Print word for word the first line of the records below and every following line through the one containing "Annotation task. Read"; print nothing else.

++++

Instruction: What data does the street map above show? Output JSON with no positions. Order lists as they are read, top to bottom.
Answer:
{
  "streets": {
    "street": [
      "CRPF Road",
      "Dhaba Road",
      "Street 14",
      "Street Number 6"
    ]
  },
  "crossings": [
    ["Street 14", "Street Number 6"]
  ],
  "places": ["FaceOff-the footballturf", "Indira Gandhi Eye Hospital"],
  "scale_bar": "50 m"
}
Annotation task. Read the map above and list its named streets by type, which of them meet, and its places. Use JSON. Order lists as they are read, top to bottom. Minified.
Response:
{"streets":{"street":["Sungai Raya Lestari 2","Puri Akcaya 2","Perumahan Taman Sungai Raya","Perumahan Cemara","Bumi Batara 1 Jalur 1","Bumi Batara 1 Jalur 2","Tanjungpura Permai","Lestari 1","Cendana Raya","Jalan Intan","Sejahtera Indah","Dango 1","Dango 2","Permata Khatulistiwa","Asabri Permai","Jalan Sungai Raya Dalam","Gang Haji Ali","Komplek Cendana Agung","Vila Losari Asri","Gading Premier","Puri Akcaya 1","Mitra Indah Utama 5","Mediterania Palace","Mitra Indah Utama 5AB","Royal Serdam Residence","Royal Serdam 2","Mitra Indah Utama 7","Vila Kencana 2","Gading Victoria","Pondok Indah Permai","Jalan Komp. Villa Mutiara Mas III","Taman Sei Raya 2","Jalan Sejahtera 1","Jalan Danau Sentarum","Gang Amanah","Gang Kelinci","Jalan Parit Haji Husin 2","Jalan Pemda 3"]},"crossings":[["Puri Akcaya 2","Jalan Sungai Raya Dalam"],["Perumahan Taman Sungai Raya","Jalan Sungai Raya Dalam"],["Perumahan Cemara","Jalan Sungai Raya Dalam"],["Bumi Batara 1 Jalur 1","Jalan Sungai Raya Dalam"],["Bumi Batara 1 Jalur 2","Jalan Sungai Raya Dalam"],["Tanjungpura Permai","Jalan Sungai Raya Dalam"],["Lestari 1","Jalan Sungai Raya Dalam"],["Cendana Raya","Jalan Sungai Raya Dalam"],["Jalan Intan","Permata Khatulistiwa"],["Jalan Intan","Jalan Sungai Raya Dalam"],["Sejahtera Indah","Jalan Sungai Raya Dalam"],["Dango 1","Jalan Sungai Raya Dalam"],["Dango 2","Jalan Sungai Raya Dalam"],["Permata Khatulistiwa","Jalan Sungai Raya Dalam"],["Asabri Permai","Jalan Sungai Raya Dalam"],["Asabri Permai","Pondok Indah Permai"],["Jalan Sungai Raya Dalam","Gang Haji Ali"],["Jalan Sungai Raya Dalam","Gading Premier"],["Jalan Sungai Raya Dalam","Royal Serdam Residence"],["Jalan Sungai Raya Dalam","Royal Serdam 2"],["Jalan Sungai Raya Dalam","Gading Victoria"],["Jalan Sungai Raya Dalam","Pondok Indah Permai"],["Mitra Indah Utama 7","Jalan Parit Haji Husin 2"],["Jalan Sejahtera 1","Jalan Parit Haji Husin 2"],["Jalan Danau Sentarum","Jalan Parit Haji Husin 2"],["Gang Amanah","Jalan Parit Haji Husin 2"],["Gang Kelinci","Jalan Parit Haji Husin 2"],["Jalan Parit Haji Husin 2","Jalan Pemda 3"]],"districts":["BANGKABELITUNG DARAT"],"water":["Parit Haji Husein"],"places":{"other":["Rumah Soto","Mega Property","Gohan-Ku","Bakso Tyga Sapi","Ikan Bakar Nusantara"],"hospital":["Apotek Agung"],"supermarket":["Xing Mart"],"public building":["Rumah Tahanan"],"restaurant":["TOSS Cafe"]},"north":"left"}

++++

- Solution for this problem:
Instruction: What data does the street map above show? Output JSON with no positions. Order lists as they are read, top to bottom.
Answer:
{
  "streets": {
    "street": [
      "CRPF Road",
      "Dhaba Road",
      "Street 14",
      "Street Number 6"
    ]
  },
  "crossings": [
    ["Street 14", "Street Number 6"]
  ],
  "places": ["FaceOff-the footballturf", "Indira Gandhi Eye Hospital"],
  "scale_bar": "50 m"
}
Annotation task. Read the map above and list its named streets by type, which of them meet, and its places. Use JSON. Order lists as they are read, top to bottom. Minified.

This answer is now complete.